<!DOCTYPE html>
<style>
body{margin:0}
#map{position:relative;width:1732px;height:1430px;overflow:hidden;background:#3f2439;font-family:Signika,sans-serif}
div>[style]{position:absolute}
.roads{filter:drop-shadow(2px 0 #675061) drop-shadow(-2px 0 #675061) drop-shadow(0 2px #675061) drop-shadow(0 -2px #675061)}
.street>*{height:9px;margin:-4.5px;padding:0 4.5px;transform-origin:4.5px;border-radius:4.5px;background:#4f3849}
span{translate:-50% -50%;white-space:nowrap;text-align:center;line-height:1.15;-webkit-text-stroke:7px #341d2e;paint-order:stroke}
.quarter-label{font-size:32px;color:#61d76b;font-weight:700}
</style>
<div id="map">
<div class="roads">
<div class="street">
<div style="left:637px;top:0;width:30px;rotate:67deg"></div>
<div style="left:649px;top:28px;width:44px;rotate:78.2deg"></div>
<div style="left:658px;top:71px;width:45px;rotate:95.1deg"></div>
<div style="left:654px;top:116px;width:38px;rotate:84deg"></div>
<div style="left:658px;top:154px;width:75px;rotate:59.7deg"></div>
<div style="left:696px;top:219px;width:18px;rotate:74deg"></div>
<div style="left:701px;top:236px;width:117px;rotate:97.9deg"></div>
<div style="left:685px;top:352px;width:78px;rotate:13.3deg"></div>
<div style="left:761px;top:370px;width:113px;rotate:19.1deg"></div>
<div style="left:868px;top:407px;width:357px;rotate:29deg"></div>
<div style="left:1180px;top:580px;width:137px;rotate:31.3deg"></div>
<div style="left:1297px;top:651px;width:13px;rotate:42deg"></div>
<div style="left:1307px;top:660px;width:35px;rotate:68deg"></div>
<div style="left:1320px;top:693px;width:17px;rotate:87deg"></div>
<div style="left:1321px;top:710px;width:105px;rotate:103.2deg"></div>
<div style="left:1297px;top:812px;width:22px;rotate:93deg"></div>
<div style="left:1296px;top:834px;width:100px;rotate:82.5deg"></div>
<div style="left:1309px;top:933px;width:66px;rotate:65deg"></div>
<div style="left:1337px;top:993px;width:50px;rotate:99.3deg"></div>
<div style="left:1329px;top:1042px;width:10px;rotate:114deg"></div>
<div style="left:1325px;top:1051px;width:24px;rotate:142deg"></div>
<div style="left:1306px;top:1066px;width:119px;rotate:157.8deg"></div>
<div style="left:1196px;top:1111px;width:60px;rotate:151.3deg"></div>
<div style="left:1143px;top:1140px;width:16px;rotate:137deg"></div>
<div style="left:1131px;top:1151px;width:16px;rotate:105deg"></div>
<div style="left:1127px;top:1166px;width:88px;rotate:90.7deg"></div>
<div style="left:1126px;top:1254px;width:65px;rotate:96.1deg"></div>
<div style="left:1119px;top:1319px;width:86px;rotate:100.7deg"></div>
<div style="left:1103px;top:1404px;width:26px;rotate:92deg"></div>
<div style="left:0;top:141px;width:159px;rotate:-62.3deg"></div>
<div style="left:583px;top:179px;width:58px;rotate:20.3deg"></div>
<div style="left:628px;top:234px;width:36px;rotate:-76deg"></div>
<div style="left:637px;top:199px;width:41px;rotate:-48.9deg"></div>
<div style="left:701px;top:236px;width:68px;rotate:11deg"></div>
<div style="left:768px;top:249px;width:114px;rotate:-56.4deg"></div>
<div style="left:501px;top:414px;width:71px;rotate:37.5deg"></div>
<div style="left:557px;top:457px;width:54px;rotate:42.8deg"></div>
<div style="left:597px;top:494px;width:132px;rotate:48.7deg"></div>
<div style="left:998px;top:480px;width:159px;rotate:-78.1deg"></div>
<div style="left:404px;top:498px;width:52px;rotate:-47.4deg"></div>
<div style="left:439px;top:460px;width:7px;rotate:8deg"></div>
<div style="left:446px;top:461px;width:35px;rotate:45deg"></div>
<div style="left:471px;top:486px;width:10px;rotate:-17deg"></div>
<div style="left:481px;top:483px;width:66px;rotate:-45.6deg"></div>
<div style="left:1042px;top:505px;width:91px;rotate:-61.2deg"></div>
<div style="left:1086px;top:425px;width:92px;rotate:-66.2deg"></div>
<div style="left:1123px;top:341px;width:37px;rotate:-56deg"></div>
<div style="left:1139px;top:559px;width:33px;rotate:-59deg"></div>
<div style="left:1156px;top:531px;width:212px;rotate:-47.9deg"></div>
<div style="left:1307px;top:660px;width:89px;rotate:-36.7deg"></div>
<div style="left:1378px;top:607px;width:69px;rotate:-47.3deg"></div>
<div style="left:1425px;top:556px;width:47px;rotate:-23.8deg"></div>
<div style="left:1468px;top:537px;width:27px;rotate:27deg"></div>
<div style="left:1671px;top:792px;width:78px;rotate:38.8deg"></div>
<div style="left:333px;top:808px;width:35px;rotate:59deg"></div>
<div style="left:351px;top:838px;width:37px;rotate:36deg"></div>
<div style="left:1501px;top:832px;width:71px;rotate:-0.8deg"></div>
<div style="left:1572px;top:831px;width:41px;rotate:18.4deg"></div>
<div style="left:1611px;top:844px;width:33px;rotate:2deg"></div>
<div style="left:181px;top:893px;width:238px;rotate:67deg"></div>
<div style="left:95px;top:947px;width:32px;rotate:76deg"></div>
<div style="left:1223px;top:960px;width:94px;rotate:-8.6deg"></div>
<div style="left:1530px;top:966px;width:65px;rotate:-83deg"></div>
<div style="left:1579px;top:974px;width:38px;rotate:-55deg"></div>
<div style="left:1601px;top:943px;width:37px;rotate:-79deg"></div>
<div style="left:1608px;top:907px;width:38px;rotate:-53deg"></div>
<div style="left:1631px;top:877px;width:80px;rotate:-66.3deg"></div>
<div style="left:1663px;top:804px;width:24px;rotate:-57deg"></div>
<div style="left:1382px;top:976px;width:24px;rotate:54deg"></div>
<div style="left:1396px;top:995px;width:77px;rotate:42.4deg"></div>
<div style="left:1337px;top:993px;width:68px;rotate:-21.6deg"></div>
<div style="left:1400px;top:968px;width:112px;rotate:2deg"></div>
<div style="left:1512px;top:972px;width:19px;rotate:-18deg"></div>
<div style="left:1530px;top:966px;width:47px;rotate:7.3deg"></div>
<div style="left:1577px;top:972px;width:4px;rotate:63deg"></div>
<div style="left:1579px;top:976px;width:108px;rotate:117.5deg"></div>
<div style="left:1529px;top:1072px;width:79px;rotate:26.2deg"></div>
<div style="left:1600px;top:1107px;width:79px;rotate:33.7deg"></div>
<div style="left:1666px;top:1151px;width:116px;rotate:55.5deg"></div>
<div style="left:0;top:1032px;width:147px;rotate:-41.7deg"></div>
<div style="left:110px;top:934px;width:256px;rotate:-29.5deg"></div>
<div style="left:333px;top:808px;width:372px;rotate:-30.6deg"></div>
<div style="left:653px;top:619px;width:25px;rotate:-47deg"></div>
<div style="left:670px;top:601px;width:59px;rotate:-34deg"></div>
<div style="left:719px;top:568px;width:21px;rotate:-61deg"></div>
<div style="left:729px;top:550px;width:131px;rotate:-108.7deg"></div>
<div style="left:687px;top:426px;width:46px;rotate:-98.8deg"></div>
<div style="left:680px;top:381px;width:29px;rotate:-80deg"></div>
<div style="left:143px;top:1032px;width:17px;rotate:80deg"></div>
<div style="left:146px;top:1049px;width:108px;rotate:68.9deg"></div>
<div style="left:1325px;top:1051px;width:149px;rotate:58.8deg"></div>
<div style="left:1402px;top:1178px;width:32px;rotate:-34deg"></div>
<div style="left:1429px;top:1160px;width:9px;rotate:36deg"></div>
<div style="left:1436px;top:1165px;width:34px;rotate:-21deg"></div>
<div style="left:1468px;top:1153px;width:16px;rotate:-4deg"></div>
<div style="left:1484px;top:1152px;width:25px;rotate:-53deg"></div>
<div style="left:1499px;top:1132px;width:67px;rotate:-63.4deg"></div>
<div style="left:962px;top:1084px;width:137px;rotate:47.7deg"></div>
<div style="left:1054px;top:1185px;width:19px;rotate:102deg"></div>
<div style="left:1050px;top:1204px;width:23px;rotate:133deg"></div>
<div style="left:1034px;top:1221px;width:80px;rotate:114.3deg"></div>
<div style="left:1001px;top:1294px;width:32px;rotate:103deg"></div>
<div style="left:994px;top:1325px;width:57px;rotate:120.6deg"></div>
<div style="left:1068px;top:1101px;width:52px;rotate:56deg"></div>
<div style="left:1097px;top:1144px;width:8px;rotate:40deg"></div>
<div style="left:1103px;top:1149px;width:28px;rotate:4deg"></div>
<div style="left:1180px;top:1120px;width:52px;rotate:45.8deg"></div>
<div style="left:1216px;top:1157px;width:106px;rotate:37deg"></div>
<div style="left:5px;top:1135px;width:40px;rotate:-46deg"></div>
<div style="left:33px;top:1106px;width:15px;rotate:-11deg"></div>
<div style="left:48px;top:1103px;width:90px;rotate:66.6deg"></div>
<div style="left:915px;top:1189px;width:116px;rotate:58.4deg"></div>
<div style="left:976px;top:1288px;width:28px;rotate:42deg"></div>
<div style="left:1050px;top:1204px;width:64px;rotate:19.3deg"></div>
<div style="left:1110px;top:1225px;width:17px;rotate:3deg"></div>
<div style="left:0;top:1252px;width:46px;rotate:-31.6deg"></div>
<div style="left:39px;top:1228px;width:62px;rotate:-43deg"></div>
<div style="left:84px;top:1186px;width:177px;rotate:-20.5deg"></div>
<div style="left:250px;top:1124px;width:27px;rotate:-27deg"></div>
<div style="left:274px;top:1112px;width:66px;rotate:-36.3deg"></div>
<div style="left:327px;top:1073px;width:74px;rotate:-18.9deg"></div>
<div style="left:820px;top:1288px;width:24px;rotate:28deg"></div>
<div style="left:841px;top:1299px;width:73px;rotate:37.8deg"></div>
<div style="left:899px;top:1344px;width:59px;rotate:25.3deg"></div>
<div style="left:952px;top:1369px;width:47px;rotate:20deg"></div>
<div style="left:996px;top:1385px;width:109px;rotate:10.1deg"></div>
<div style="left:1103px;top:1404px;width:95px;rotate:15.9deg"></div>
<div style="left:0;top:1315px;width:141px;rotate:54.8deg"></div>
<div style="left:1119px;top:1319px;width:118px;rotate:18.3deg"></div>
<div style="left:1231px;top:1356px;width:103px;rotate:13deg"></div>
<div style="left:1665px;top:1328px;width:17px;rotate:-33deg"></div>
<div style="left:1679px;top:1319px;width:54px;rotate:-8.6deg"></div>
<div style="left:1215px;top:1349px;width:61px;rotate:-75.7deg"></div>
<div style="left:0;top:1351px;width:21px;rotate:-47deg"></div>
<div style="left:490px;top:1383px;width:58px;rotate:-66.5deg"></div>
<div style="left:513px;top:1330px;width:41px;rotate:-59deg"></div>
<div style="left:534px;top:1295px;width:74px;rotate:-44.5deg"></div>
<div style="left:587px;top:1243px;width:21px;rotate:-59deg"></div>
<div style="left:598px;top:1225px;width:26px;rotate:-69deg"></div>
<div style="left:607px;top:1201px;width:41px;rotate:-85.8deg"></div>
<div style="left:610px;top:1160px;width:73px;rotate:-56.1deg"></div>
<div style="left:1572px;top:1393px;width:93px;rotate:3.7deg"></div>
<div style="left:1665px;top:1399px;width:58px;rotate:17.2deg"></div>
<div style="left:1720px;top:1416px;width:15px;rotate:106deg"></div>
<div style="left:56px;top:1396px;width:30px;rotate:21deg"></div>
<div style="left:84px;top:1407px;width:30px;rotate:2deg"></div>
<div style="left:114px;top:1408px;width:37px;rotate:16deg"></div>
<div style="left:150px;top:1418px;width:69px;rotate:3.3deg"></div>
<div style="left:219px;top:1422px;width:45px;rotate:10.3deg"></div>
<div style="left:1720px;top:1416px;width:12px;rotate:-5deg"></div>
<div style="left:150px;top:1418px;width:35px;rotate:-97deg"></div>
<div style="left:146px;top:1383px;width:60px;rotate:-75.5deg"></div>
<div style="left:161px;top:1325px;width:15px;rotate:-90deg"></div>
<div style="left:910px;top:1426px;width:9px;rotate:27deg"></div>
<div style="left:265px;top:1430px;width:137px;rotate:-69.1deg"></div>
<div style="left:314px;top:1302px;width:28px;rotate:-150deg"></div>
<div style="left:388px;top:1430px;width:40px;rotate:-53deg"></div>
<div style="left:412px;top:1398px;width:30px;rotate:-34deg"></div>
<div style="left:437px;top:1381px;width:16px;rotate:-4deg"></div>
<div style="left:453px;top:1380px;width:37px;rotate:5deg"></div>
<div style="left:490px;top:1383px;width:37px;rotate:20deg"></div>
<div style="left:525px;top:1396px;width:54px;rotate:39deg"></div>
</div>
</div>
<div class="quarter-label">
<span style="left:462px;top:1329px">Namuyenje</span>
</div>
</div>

--- --- ---

■ **Required action**:
From the top of the listing above, restate each line word for word up to and including the line with "0 #675061) drop-shadow(-2px"; add nothing else.

■ **Task output**:
<!DOCTYPE html>
<style>
body{margin:0}
#map{position:relative;width:1732px;height:1430px;overflow:hidden;background:#3f2439;font-family:Signika,sans-serif}
div>[style]{position:absolute}
.roads{filter:drop-shadow(2px 0 #675061) drop-shadow(-2px 0 #675061) drop-shadow(0 2px #675061) drop-shadow(0 -2px #675061)}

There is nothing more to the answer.